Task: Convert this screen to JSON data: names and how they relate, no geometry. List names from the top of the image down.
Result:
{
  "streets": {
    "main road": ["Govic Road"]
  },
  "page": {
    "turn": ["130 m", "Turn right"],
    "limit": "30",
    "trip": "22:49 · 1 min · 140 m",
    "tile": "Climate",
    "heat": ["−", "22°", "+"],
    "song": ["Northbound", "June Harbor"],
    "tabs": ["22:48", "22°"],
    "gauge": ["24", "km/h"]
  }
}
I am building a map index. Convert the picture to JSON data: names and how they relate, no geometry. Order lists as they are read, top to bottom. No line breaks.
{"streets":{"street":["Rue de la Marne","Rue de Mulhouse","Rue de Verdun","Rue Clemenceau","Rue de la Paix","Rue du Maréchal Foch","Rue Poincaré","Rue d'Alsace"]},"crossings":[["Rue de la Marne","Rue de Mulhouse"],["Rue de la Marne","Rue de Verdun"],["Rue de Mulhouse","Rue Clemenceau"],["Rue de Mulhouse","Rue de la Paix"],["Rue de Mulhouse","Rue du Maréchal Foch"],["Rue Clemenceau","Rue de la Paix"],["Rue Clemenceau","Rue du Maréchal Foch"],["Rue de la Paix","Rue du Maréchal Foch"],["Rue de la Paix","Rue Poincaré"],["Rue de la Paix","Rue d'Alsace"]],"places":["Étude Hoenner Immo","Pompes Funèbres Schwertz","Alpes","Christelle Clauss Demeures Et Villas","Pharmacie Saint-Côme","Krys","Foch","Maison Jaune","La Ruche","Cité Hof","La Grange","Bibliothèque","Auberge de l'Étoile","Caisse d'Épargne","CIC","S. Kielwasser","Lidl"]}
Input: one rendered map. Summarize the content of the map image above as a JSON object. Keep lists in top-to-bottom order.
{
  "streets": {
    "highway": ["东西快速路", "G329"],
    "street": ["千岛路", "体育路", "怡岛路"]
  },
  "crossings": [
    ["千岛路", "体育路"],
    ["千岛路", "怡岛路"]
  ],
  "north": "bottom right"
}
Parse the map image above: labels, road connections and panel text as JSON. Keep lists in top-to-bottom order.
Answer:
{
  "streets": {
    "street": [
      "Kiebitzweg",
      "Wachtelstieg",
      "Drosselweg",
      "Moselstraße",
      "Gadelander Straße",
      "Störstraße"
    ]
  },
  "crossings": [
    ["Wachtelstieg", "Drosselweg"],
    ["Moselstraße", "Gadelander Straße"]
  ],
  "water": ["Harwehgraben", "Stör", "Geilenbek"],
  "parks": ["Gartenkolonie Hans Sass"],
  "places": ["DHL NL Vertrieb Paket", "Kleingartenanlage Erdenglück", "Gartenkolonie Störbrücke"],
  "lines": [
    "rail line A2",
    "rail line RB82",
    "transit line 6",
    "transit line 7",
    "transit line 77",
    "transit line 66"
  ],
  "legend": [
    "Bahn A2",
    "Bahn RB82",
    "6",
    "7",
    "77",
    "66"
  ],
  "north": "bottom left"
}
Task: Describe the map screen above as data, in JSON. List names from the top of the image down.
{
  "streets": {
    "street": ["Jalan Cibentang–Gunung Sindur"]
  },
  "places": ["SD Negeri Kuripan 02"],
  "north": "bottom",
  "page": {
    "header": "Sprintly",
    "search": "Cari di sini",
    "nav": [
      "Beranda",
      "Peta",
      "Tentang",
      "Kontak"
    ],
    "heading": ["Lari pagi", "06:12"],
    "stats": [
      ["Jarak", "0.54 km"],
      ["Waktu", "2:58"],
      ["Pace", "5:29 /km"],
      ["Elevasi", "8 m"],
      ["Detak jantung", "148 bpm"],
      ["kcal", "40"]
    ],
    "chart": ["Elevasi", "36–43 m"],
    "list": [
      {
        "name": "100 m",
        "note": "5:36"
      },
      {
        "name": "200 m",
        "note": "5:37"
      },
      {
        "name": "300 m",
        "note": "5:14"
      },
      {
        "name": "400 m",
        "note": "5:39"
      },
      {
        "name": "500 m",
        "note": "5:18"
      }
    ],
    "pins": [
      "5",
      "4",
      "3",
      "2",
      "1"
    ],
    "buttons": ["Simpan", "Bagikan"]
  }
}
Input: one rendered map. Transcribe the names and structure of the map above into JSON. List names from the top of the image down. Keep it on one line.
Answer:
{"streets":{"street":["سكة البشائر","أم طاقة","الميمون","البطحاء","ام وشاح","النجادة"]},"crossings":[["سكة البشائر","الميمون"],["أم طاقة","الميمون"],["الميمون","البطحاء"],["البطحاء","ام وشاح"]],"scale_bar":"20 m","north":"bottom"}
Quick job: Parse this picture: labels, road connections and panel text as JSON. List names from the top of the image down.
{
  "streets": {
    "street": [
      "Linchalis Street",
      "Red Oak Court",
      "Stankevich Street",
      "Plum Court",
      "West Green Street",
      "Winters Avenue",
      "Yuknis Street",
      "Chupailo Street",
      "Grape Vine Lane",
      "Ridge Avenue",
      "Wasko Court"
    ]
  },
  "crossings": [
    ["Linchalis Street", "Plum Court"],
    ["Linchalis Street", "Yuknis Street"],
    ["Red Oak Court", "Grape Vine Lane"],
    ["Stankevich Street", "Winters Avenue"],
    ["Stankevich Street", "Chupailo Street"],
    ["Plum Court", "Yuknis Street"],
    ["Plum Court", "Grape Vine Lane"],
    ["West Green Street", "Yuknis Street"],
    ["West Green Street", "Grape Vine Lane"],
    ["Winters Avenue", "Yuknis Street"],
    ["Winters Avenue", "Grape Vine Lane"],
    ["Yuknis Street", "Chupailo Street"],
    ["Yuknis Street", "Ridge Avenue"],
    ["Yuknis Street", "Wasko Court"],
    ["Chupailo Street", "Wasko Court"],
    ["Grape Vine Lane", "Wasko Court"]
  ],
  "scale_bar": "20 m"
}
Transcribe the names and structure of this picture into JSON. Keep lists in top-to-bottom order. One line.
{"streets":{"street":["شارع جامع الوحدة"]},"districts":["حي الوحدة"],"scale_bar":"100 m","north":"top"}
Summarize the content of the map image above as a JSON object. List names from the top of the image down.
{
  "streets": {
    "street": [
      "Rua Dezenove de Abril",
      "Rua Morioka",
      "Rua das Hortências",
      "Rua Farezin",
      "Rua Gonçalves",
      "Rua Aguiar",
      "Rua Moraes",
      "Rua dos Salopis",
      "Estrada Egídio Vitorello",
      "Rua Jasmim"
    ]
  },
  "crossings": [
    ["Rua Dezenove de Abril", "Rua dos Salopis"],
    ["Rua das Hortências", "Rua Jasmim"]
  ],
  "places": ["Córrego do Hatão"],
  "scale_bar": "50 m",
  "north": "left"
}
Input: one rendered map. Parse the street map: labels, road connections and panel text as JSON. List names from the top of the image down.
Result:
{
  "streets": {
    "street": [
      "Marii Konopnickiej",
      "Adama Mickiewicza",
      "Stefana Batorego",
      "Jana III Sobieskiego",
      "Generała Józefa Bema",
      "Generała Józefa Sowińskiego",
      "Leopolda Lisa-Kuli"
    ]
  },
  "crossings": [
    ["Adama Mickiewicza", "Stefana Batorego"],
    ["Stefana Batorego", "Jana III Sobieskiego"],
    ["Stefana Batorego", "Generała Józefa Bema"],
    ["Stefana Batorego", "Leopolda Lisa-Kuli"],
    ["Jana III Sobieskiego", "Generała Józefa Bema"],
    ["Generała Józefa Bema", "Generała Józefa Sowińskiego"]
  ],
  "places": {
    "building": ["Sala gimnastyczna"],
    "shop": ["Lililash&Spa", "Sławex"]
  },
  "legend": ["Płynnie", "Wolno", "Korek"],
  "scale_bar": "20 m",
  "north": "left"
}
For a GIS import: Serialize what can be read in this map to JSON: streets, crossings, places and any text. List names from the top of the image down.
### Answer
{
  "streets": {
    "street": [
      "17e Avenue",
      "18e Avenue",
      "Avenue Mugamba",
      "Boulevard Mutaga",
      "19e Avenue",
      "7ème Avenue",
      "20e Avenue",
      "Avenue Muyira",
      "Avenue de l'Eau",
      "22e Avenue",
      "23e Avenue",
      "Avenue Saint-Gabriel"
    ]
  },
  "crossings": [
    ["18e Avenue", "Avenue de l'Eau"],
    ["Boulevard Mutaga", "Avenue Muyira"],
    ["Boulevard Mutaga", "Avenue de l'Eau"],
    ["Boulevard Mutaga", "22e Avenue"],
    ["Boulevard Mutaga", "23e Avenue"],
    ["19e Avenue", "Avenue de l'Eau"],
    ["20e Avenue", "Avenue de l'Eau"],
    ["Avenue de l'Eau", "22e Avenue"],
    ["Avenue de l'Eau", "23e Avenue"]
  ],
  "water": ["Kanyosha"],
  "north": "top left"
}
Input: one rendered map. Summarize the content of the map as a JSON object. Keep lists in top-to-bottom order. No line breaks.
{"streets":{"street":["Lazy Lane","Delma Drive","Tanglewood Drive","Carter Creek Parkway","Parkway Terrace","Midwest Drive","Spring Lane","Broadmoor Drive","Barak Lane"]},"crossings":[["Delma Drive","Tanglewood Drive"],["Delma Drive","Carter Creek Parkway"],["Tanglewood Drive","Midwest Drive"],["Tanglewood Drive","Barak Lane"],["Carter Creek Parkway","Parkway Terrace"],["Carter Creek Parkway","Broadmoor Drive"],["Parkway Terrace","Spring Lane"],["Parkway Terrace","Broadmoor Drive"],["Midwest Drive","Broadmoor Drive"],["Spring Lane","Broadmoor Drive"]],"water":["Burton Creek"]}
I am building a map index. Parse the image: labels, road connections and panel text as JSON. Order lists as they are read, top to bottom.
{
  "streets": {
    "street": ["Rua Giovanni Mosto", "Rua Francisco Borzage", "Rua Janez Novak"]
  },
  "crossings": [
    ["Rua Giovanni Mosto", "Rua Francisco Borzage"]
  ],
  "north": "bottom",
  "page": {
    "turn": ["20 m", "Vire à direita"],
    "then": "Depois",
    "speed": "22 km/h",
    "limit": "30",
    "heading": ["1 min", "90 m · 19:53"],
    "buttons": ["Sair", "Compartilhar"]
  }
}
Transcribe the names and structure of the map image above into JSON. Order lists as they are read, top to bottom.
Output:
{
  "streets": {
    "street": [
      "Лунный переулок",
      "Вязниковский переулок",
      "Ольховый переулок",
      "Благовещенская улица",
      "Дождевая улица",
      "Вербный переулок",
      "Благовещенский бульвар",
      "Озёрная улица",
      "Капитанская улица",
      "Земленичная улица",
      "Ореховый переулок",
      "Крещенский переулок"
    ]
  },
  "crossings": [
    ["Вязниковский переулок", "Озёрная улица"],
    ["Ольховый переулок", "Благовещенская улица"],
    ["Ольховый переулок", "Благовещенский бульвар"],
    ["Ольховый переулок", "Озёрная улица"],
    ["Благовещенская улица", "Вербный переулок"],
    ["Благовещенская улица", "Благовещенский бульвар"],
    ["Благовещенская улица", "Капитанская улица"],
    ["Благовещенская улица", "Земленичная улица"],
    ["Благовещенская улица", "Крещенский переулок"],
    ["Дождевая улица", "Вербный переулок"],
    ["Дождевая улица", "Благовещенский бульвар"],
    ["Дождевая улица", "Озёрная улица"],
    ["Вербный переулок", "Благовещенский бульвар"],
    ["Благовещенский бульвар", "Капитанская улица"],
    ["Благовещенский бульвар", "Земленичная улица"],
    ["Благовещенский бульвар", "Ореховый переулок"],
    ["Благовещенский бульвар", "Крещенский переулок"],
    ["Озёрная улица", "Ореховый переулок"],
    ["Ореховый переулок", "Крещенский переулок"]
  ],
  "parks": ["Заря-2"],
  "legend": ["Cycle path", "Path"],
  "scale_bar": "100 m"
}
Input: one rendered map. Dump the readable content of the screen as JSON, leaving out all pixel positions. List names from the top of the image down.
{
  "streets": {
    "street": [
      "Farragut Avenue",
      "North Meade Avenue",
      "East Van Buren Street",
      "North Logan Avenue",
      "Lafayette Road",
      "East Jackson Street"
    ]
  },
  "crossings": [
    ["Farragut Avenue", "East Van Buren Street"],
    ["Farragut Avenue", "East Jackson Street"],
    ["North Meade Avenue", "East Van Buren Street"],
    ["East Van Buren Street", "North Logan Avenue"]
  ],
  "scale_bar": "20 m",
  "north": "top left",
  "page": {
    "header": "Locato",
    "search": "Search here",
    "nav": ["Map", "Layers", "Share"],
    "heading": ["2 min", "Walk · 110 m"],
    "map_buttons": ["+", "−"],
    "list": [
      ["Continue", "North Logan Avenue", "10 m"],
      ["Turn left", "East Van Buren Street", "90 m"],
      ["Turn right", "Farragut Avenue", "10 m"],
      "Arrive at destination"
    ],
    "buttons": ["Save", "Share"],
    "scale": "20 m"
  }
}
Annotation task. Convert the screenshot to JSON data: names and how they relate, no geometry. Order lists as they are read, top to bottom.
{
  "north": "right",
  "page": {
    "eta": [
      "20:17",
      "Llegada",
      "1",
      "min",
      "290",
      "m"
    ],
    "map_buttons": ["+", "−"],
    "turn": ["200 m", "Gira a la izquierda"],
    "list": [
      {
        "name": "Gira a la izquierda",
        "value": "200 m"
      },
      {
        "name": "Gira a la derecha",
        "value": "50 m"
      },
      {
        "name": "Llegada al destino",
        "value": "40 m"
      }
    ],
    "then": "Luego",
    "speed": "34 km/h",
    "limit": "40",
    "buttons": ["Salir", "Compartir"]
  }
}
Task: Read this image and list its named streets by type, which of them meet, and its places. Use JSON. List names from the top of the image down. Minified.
——————
**Task brief**
For the material above, reproduce exactly the lines from the line with "Input: one rendered map. Summarize the content of the map as" to the line with "Transcribe the names and structure of the map image", inclusive, and exclude all others.

**Worked solution**
Input: one rendered map. Summarize the content of the map as a JSON object. Keep lists in top-to-bottom order. No line breaks.
{"streets":{"street":["Lazy Lane","Delma Drive","Tanglewood Drive","Carter Creek Parkway","Parkway Terrace","Midwest Drive","Spring Lane","Broadmoor Drive","Barak Lane"]},"crossings":[["Delma Drive","Tanglewood Drive"],["Delma Drive","Carter Creek Parkway"],["Tanglewood Drive","Midwest Drive"],["Tanglewood Drive","Barak Lane"],["Carter Creek Parkway","Parkway Terrace"],["Carter Creek Parkway","Broadmoor Drive"],["Parkway Terrace","Spring Lane"],["Parkway Terrace","Broadmoor Drive"],["Midwest Drive","Broadmoor Drive"],["Spring Lane","Broadmoor Drive"]],"water":["Burton Creek"]}
I am building a map index. Parse the image: labels, road connections and panel text as JSON. Order lists as they are read, top to bottom.
{
  "streets": {
    "street": ["Rua Giovanni Mosto", "Rua Francisco Borzage", "Rua Janez Novak"]
  },
  "crossings": [
    ["Rua Giovanni Mosto", "Rua Francisco Borzage"]
  ],
  "north": "bottom",
  "page": {
    "turn": ["20 m", "Vire à direita"],
    "then": "Depois",
    "speed": "22 km/h",
    "limit": "30",
    "heading": ["1 min", "90 m · 19:53"],
    "buttons": ["Sair", "Compartilhar"]
  }
}
Transcribe the names and structure of the map image above into JSON. Order lists as they are read, top to bottom.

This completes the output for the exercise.